**What is needed**
Once you find a line containing the word "Suites" in the entries below, copy it.
━━━━━━
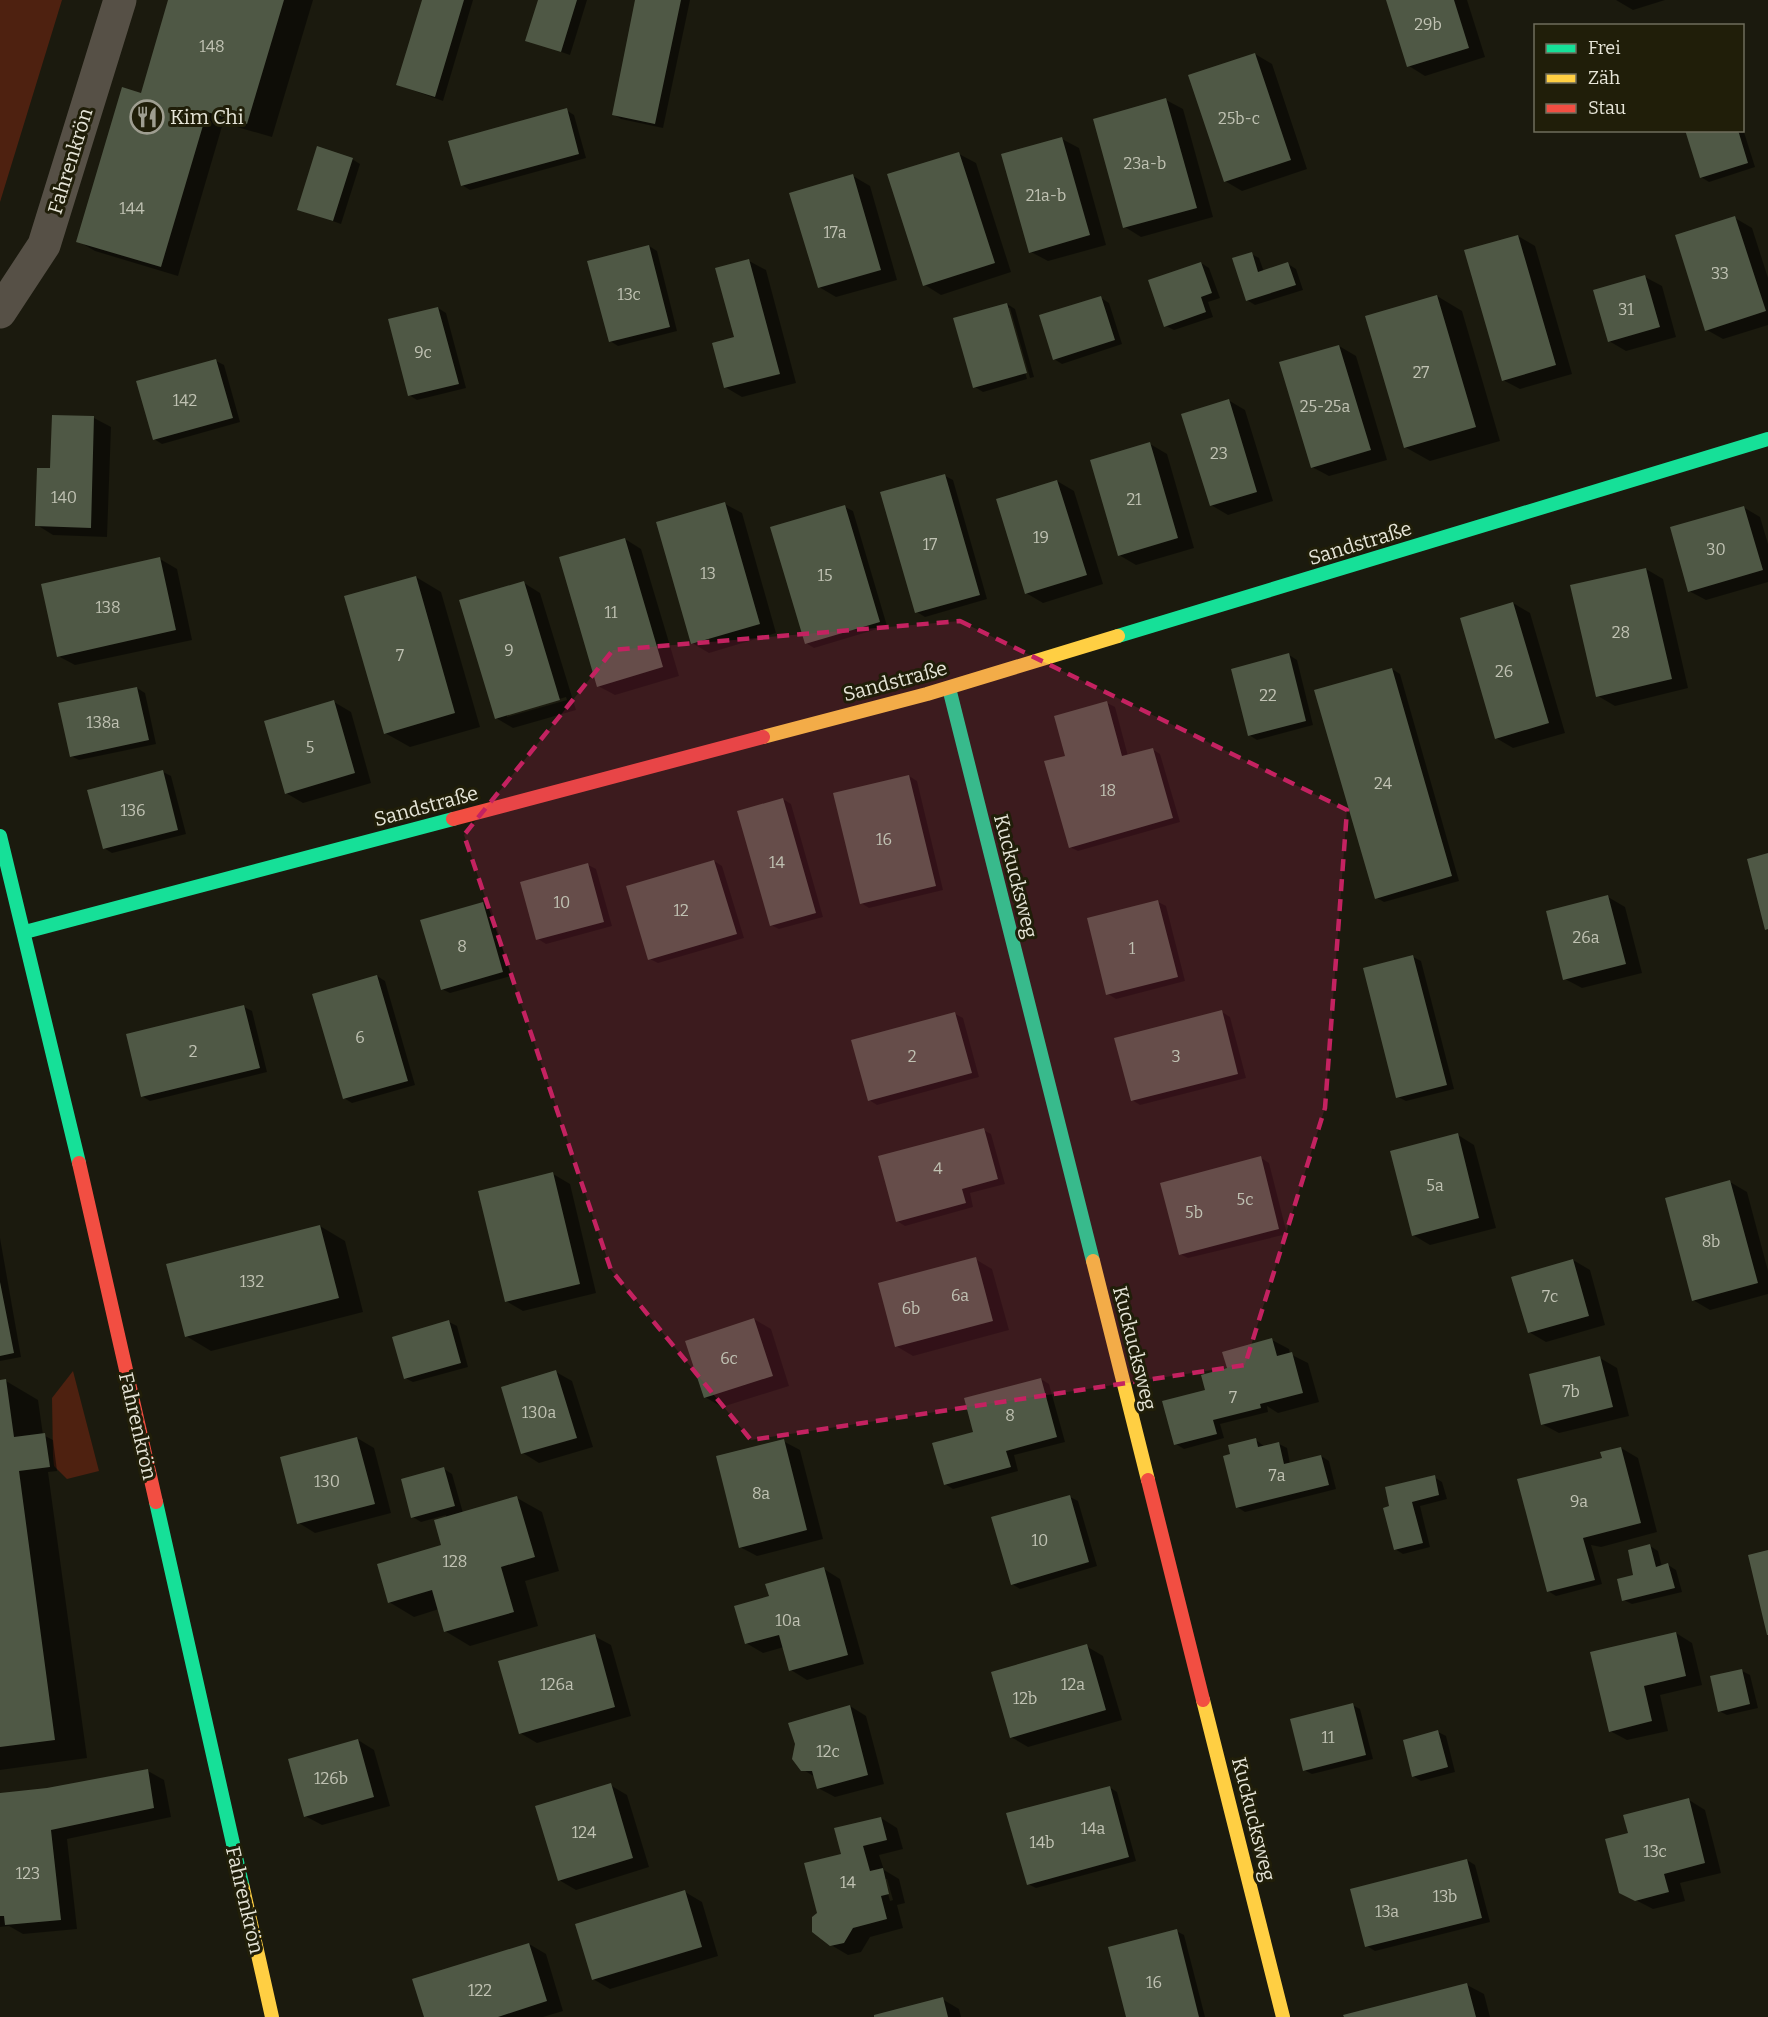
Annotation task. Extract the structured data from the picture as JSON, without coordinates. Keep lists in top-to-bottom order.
{
  "streets": {
    "street": ["Fahrenkrön", "Sandstraße", "Kuckucksweg"]
  },
  "crossings": [
    ["Fahrenkrön", "Sandstraße"],
    ["Sandstraße", "Kuckucksweg"]
  ],
  "places": {
    "restaurant": ["Kim Chi"]
  },
  "house_numbers": [
    "29b",
    "148",
    "25b-c",
    "23a-b",
    "21a-b",
    "144",
    "17a",
    "33",
    "13c",
    "31",
    "9c",
    "27",
    "142",
    "25-25a",
    "23",
    "140",
    "21",
    "19",
    "17",
    "30",
    "13",
    "15",
    "138",
    "11",
    "28",
    "9",
    "7",
    "26",
    "22",
    "138a",
    "5",
    "24",
    "18",
    "136",
    "16",
    "14",
    "10",
    "12",
    "26a",
    "8",
    "1",
    "6",
    "2",
    "2",
    "3",
    "4",
    "5a",
    "5c",
    "5b",
    "8b",
    "132",
    "6a",
    "7c",
    "6b",
    "6c",
    "7b",
    "7",
    "130a",
    "8",
    "7a",
    "130",
    "8a",
    "9a",
    "10",
    "128",
    "10a",
    "126a",
    "12a",
    "12b",
    "11",
    "12c",
    "126b",
    "14a",
    "124",
    "14b",
    "13c",
    "123",
    "14",
    "13b",
    "13a",
    "16",
    "122"
  ],
  "legend": ["Frei", "Zäh", "Stau"]
}
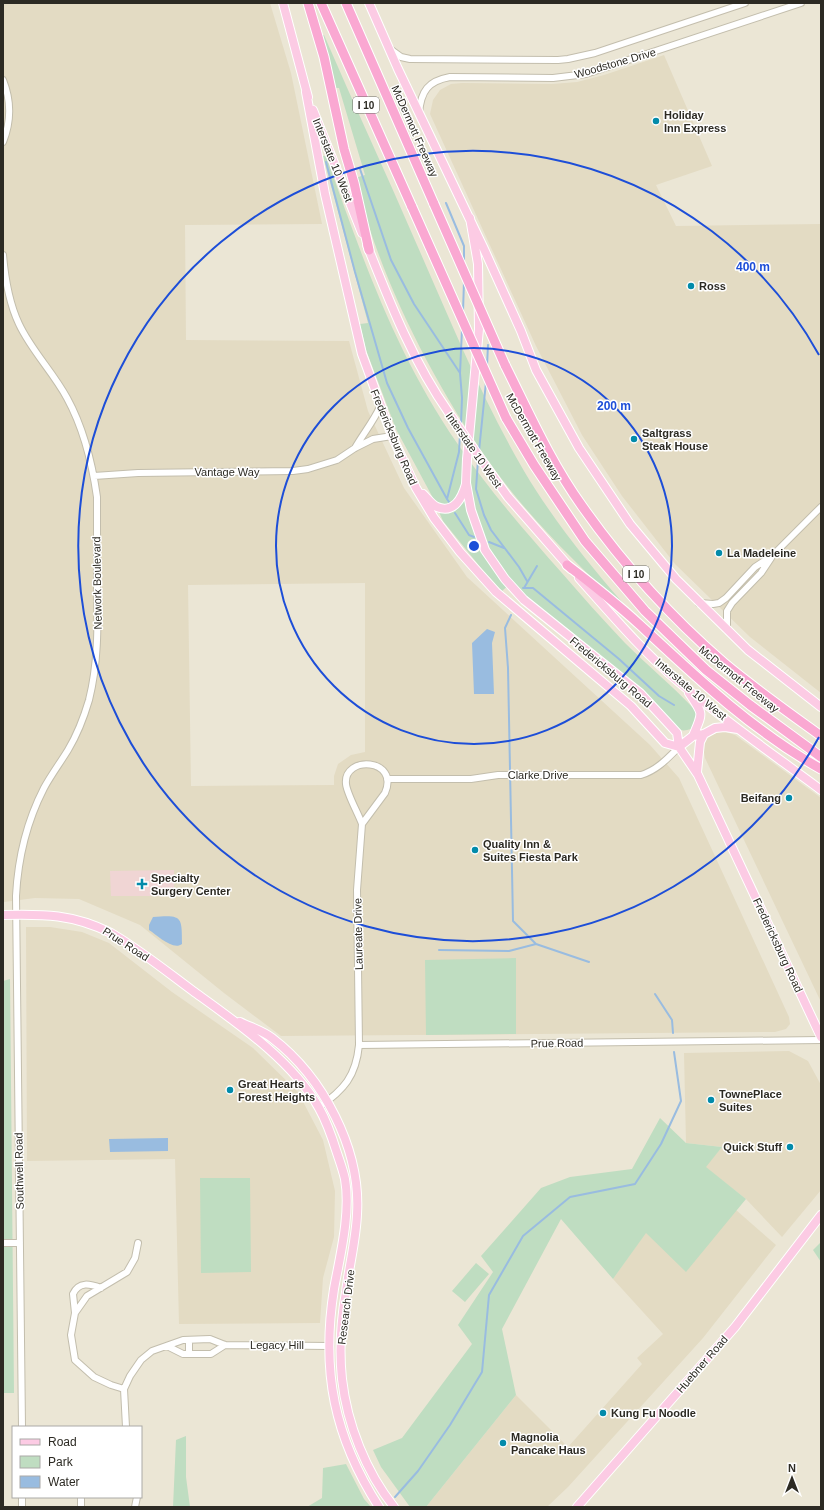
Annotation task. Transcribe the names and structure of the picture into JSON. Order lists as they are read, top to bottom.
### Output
{
  "streets": {
    "highway": ["I 10", "McDermott Freeway"],
    "main road": [
      "Interstate 10 West",
      "Fredericksburg Road",
      "Prue Road",
      "Research Drive",
      "Huebner Road"
    ],
    "street": [
      "Woodstone Drive",
      "Vantage Way",
      "Network Boulevard",
      "Clarke Drive",
      "Laureate Drive",
      "Southwell Road",
      "Legacy Hill"
    ]
  },
  "crossings": [
    ["Interstate 10 West", "Fredericksburg Road"],
    ["Fredericksburg Road", "Vantage Way"],
    ["Fredericksburg Road", "Clarke Drive"],
    ["Fredericksburg Road", "Prue Road"],
    ["Vantage Way", "Network Boulevard"],
    ["Network Boulevard", "Prue Road"],
    ["Network Boulevard", "Southwell Road"],
    ["Clarke Drive", "Laureate Drive"],
    ["Laureate Drive", "Prue Road"],
    ["Prue Road", "Southwell Road"],
    ["Prue Road", "Research Drive"],
    ["Research Drive", "Legacy Hill"]
  ],
  "places": {
    "other": [
      "Holiday Inn Express",
      "Ross",
      "Saltgrass Steak House",
      "La Madeleine",
      "Beifang",
      "Quality Inn & Suites Fiesta Park",
      "Great Hearts Forest Heights",
      "TownePlace Suites",
      "Quick Stuff",
      "Kung Fu Noodle",
      "Magnolia Pancake Haus"
    ],
    "health": ["Specialty Surgery Center"]
  },
  "legend": ["Road", "Park", "Water"],
  "north": "top",
  "rings": ["400 m", "200 m"]
}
━━━━━━
**Result for this exercise**
      "Quality Inn & Suites Fiesta Park",
      "TownePlace Suites",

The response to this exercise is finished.